WHAT TO PRODUCE:
Out of the material that follows, write out exactly the lines from the line with "Instruction: Give me" to the line with "Describe this map", both ends included, and no others.

INPUT FOR THIS TASK:
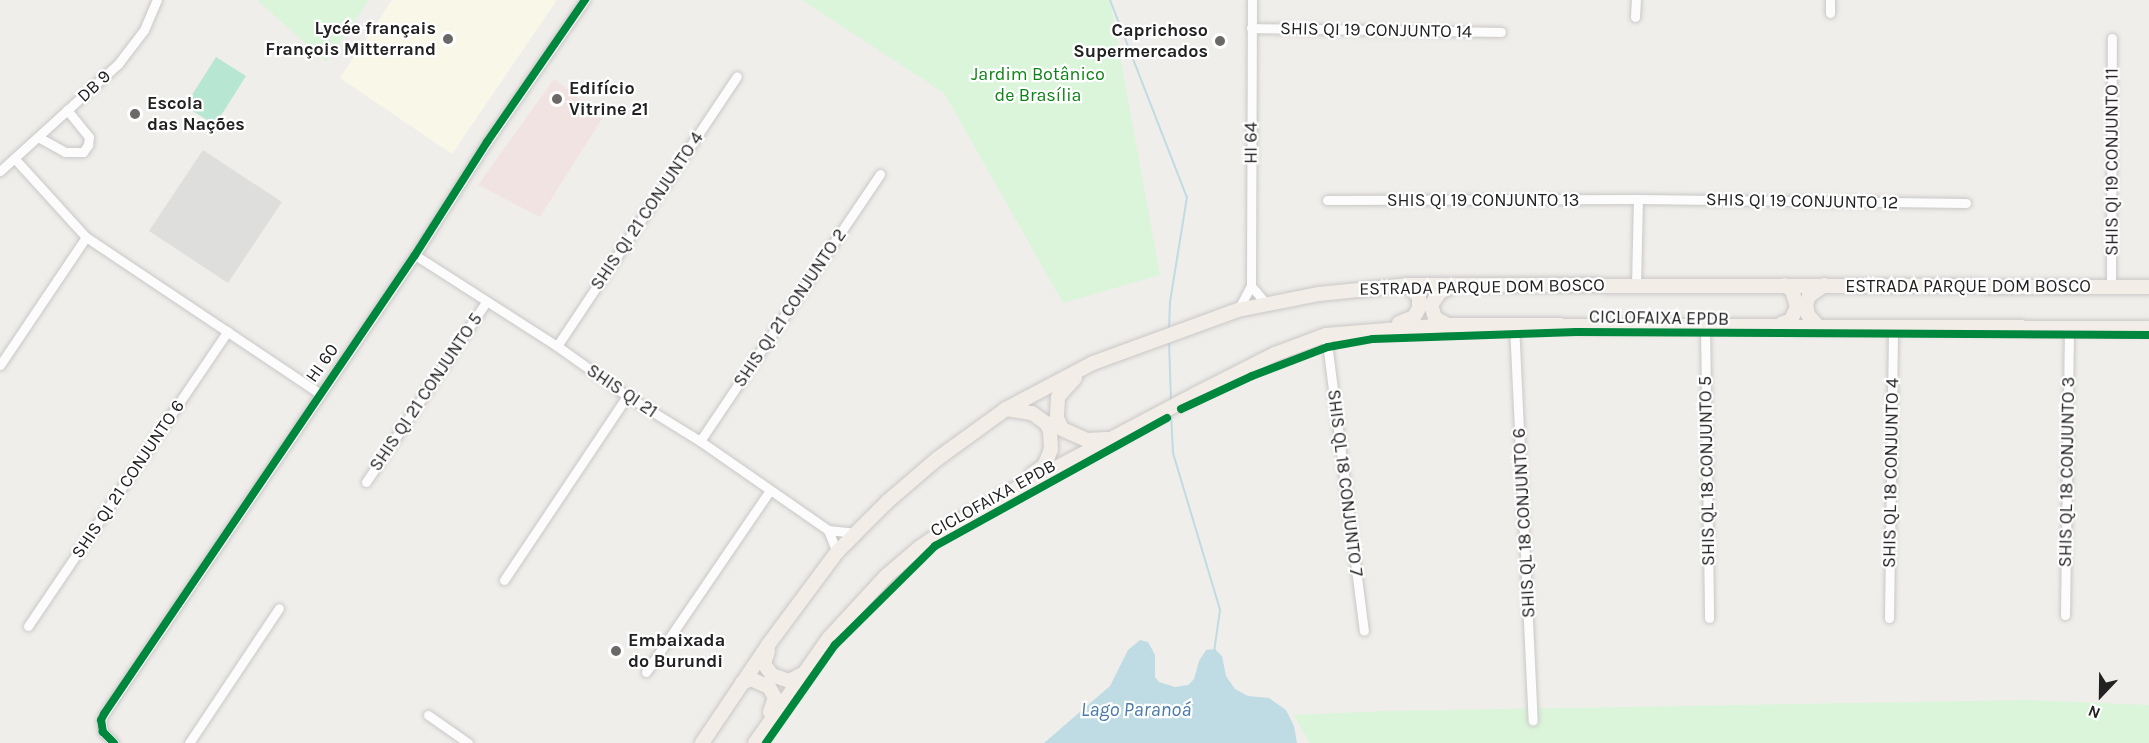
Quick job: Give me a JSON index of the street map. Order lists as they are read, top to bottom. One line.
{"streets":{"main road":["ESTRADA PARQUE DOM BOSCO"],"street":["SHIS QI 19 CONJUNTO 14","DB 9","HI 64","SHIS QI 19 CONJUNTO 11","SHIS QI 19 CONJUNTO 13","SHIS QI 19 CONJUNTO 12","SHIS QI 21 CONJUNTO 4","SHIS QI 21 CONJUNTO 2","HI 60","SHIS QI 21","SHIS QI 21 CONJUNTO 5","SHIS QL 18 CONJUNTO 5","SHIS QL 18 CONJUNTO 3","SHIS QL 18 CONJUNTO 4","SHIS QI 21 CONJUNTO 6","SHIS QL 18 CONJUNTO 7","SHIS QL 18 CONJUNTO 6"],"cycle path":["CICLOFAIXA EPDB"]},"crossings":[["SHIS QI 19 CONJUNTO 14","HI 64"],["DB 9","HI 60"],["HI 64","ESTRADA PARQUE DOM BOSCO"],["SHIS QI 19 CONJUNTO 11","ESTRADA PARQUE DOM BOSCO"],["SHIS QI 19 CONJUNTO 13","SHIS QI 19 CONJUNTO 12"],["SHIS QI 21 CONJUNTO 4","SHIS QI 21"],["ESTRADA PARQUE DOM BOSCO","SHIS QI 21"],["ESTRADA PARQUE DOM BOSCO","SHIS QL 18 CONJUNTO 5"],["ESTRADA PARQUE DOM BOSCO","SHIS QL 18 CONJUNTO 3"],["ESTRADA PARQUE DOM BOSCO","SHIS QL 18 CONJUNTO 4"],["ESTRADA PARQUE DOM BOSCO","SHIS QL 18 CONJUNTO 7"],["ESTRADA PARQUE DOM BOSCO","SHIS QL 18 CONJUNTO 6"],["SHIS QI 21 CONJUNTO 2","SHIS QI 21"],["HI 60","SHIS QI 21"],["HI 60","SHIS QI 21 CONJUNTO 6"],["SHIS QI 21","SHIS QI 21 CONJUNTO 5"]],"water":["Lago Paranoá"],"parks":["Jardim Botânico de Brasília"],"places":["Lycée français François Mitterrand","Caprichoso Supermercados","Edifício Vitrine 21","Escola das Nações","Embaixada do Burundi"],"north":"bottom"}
...
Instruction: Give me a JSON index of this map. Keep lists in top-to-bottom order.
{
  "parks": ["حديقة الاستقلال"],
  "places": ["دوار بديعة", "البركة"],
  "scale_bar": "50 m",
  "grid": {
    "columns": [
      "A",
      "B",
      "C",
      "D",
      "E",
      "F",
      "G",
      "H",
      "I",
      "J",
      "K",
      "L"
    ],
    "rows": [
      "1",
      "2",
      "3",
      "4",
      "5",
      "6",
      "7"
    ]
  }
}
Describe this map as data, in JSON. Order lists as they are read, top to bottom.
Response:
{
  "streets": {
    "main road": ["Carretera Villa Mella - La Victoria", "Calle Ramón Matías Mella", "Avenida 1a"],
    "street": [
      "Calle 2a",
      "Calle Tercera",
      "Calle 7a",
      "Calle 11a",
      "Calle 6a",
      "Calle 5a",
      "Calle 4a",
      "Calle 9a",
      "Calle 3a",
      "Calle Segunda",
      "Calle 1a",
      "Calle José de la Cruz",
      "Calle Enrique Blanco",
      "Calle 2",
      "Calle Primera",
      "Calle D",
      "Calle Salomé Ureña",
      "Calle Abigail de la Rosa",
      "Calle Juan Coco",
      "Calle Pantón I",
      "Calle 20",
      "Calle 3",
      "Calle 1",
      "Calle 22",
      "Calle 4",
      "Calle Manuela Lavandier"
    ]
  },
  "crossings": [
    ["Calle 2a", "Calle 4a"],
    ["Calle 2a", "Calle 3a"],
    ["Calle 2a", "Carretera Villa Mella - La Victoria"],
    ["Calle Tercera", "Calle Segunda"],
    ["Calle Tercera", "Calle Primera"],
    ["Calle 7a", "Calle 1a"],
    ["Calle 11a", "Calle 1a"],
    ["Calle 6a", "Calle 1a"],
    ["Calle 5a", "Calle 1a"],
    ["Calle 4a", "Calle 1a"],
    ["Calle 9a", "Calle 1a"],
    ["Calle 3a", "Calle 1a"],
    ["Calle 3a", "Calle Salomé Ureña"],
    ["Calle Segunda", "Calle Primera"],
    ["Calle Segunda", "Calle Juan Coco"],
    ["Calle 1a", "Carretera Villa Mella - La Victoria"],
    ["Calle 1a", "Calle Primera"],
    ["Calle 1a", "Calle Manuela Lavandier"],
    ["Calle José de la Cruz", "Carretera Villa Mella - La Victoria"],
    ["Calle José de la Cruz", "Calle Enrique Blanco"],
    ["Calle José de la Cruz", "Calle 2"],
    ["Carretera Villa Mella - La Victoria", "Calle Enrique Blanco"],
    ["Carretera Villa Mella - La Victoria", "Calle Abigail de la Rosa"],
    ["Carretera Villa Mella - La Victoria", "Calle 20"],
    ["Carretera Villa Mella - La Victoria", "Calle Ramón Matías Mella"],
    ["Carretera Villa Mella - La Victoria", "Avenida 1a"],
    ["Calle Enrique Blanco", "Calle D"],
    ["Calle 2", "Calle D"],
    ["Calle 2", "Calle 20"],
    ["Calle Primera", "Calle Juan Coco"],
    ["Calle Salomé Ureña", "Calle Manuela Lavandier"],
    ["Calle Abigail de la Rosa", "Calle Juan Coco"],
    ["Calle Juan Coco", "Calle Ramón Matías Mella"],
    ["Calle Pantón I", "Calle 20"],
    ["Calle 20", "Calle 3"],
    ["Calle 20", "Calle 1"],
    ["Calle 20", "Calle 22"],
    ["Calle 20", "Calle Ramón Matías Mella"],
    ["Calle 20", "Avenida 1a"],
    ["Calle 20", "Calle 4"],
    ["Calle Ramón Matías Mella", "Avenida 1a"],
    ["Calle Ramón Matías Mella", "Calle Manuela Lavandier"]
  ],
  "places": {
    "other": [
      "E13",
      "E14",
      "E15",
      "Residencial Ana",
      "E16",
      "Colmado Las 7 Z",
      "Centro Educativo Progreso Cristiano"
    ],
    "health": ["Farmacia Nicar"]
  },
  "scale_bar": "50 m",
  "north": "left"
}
...
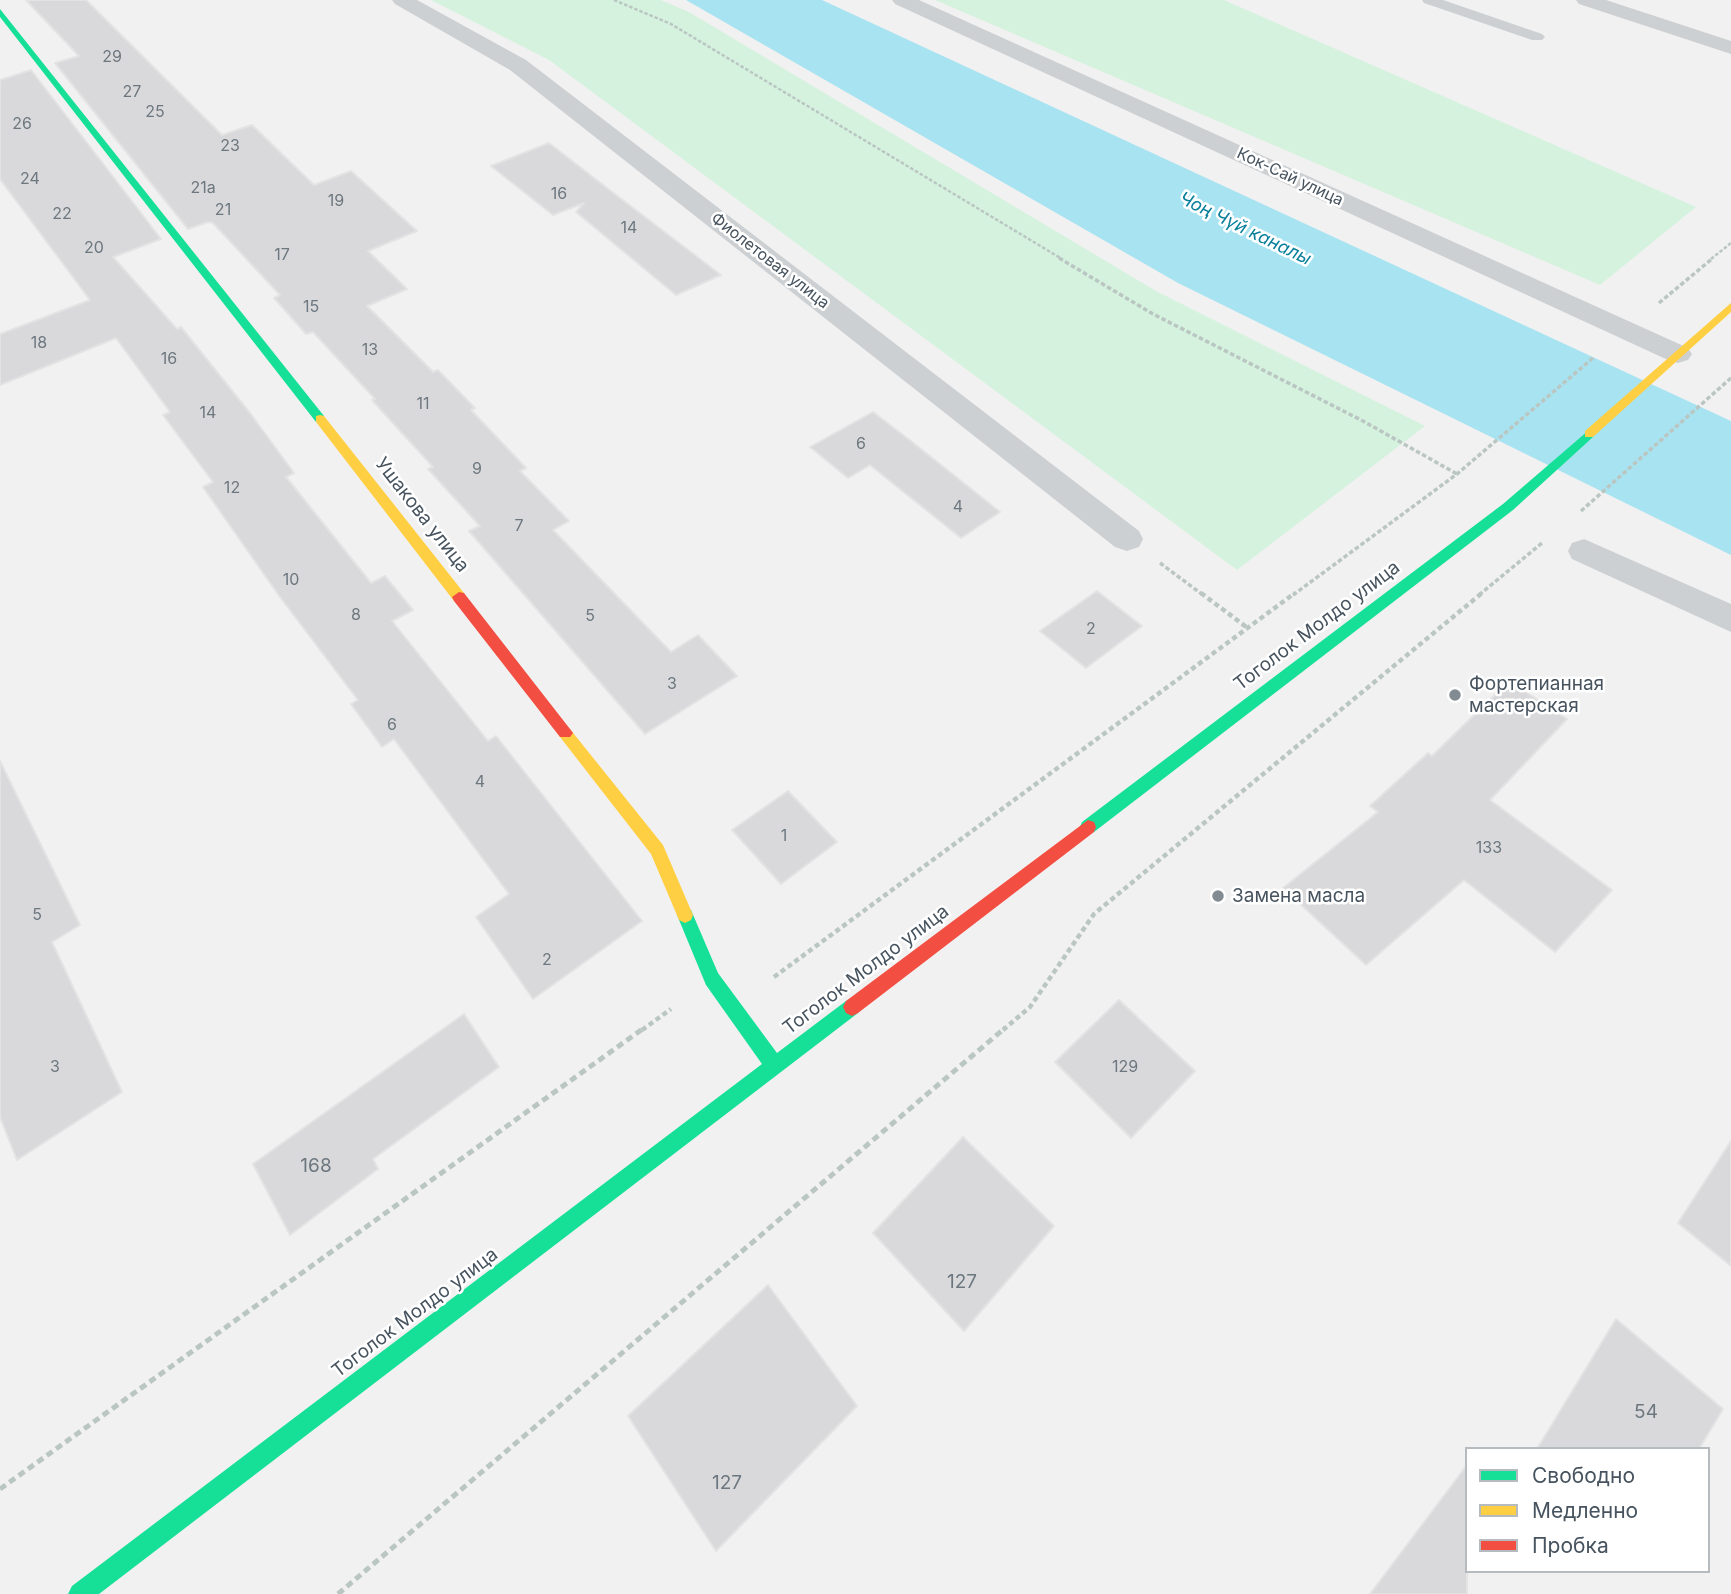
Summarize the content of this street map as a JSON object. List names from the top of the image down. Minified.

EXERCISE RESULT:
Instruction: Give me a JSON index of this map. Keep lists in top-to-bottom order.
{
  "parks": ["حديقة الاستقلال"],
  "places": ["دوار بديعة", "البركة"],
  "scale_bar": "50 m",
  "grid": {
    "columns": [
      "A",
      "B",
      "C",
      "D",
      "E",
      "F",
      "G",
      "H",
      "I",
      "J",
      "K",
      "L"
    ],
    "rows": [
      "1",
      "2",
      "3",
      "4",
      "5",
      "6",
      "7"
    ]
  }
}
Describe this map as data, in JSON. Order lists as they are read, top to bottom.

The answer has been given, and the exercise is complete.